之前没有启用Scatter Gather的时候,我们一次只能提交一个DMA请求,等这个DMA请求的数据传输完毕后,我们才能提交下一个DMA传输请求。
有了Scatter Gather接口,我们就可以一次性提交很多很多DMA请求,然后CPU去干其他的事情。这可以大大提高传输效率。
除此以外,Scatter Gather还可以将多个位于不同内存地址的缓冲区合并成一个AXI4-Stream数据包传输。
下面的示例演示了如何利用Scatter Gather功能批量收发3组数据包。
启用了Scatter Gather后,DMA里面多出了一个M_AXI_SG接口,点击Run Connection Automation,连接到AXI Interconnect上:
Vivado工程Generate Bitstream,然后导出xsa文件。回到Vitis后,必须把Platform工程删了重建,不然XPAR_AXI_DMA_0_INCLUDE_SG的值得不到更新。
原有的C程序不再可用,修改一下程序代码:
/******************************************************************************
*
* Copyright (C) 2009 - 2014 Xilinx, Inc.
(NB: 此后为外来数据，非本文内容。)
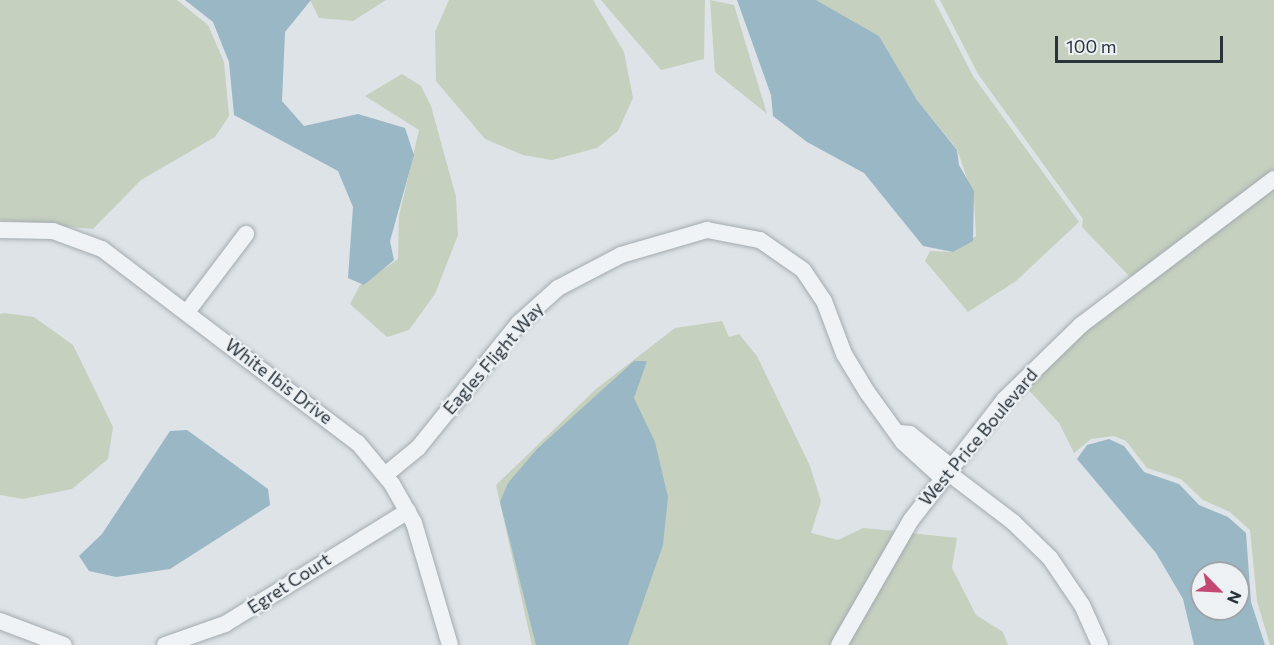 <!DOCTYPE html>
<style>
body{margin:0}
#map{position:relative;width:1274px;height:645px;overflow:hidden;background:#dde3e6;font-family:Commissioner,sans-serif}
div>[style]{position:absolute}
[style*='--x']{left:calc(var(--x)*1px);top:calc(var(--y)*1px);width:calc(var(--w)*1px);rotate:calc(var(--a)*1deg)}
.green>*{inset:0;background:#c6d0bf}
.water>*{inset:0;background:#9ab7c5}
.roads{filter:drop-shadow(0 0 2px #a3abb0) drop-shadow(0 0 2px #a3abb0)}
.minor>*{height:16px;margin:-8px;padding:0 8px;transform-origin:8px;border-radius:8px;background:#f0f3f5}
span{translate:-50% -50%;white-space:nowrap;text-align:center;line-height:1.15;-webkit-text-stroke:4.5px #edf1f4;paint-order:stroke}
.street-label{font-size:18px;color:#28333c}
.north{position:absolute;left:1190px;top:561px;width:60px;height:60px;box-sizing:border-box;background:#edf1f4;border:2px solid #9ea5aa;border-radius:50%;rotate:114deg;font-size:16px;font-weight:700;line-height:24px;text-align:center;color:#28333c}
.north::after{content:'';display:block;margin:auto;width:21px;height:27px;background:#c54872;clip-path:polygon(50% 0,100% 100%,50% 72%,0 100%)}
.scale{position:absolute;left:1055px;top:36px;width:168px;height:27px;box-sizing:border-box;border:3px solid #28333c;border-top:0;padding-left:8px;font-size:18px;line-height:21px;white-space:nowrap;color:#28333c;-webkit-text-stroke:4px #edf1f4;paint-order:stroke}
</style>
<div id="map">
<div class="green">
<i style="clip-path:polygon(0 0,177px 0,208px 25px,224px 62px,229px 116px,215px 137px,141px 180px,93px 229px,0 220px)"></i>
<i style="clip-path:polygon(310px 0,386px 0,353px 21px,319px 18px)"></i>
<i style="clip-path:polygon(449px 0,593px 0,624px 52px,633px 98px,618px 131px,597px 148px,552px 160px,523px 155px,485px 139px,436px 81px,435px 32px)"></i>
<i style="clip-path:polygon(601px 0,705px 0,704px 59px,661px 70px)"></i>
<i style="clip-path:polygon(710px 0,734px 5px,767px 114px,715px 72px)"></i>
<i style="clip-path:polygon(816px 0,934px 0,973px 76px,1079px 222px,1016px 281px,968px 312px,925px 261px,930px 251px,953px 252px,976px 236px,974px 199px,957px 149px,917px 100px,879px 36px)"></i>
<i style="clip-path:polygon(940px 0,1274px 0,1274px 171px,1130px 277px,1082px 227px,1083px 219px,978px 74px)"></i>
<i style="clip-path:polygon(402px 74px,421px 86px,431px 106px,456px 197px,458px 235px,435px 294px,409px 330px,387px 337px,350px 304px,360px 285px,398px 259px,399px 216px,419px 130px,365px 96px)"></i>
<i style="clip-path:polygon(1274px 187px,1274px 645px,1270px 645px,1257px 601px,1250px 530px,1230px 512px,1203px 500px,1181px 479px,1147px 468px,1126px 441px,1114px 436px,1091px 439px,1074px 453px,1059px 423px,1026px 387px,1085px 330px)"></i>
<i style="clip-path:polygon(4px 313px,34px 317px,73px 345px,113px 427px,108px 459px,72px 489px,23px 499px,0 495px,0 314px)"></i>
<i style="clip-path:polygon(722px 321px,729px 337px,739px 334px,757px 356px,810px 466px,821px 501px,811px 533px,838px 540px,863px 528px,896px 531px,832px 645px,532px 645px,496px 485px,596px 389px,675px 328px)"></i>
<i style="clip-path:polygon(910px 533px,957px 538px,952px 568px,976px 615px,1003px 632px,1008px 645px,846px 645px)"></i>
</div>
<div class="water">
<i style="clip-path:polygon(185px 0,311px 0,285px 32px,282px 101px,304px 126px,358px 114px,405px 128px,414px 155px,390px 241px,394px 260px,364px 285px,348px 278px,353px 207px,338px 171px,234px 115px,229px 62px,213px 22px)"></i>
<i style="clip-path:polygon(737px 0,816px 0,879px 36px,917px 100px,957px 150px,959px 165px,974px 191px,973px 241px,953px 252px,923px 246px,864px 173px,807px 142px,773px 116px,771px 95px)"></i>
<i style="clip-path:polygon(634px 361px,647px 361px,634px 398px,655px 442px,668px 497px,663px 545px,628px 645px,536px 645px,500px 502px,508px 483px,537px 449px)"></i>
<i style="clip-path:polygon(187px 430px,268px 489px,270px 505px,170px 569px,116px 577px,89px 571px,79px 556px,102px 534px,170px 431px)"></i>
<i style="clip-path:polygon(evenodd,1109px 439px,1124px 446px,1144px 472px,1179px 484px,1199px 505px,1228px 517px,1246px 533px,1251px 602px,1265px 645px,1194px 645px,1183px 599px,1156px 553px,1077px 459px,1087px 445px,1109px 439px,1202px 573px,1238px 573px,1238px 609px,1202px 609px,1202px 573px)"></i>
</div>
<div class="roads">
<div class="minor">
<i style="--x:0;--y:230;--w:53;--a:1.1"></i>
<i style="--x:53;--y:231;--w:52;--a:20.2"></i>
<i style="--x:102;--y:249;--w:321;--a:37.2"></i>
<i style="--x:358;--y:443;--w:53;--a:50.3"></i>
<i style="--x:392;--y:484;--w:45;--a:60.6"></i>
<i style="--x:414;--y:523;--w:127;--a:73.6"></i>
<i style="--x:187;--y:312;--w:98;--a:-52.9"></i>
<i style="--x:900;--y:433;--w:10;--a:6"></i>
<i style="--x:910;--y:434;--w:51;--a:38.7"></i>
<i style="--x:946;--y:471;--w:84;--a:37.3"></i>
<i style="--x:1013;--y:522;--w:52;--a:44.2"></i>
<i style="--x:1050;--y:558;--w:57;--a:55.8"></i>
<i style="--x:1082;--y:605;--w:44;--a:65.8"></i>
<i style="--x:385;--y:475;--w:43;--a:-39.3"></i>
<i style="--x:418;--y:448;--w:161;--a:-51.1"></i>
<i style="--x:519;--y:323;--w:52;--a:-41.9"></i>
<i style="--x:558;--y:288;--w:71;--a:-27.6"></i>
<i style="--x:621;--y:255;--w:90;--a:-16.2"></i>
<i style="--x:707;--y:230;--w:54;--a:10.7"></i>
<i style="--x:760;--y:240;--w:52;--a:34.9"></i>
<i style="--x:803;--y:270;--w:37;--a:56"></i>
<i style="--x:824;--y:301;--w:57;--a:69.3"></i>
<i style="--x:844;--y:354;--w:44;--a:58.8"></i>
<i style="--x:867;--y:392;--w:62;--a:54.2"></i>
<i style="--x:903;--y:442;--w:52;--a:42.6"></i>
<i style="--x:0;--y:621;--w:68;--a:20.6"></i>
<i style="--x:165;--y:645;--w:64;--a:-19.3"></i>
<i style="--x:225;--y:624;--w:215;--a:-31.7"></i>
<i style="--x:839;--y:645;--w:144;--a:-60.1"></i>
<i style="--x:911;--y:520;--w:153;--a:-52.2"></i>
<i style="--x:1005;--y:399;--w:106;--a:-44.2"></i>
<i style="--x:1081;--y:325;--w:242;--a:-37.1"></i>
</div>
</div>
<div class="street-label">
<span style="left:493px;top:358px;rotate:-49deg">Eagles Flight Way</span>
<span style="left:279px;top:381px;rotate:37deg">White Ibis Drive</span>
<span style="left:978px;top:437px;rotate:-50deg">West Price Boulevard</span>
<span style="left:289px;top:583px;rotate:-33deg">Egret Court</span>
</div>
<div class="north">N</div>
<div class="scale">100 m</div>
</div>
All rights reserved.
*
* Permission is hereby granted, free of charge, to any person obtaining a copy
* of this software and associated documentation files (the "Software"), to deal
* in the Software without restriction, including without limitation the rights
* to use, copy, modify, merge, publish, distribute, sublicense, and/or sell
* copies of the Software, and to permit persons to whom the Software is
* furnished to do so, subject to the following conditions:
*
* The above copyright notice and this permission notice shall be included in
* all copies or substantial portions of the Software.
*
* Use of the Software is limited solely to applications:
* (a) running on a Xilinx device, or
* (b) that interact with a Xilinx device through a bus or interconnect.
*
* THE SOFTWARE IS PROVIDED "AS IS", WITHOUT WARRANTY OF ANY KIND, EXPRESS OR
* IMPLIED, INCLUDING BUT NOT LIMITED TO THE WARRANTIES OF MERCHANTABILITY,
* FITNESS FOR A PARTICULAR PURPOSE AND NONINFRINGEMENT. IN NO EVENT SHALL
* XILINX BE LIABLE FOR ANY CLAIM, DAMAGES OR OTHER LIABILITY,
* WHETHER IN AN ACTION OF CONTRACT, TORT OR OTHERWISE, ARISING FROM, OUT OF
* OR IN CONNECTION WITH THE SOFTWARE OR THE USE OR OTHER DEALINGS IN THE
* SOFTWARE.
*
* Except as contained in this notice, the name of the Xilinx shall not be used
* in advertising or otherwise to promote the sale, use or other dealings in
* this Software without prior written authorization from Xilinx.
*
******************************************************************************/
/*
* helloworld.c: simple test application
*
* This application configures UART 16550 to baud rate 9600.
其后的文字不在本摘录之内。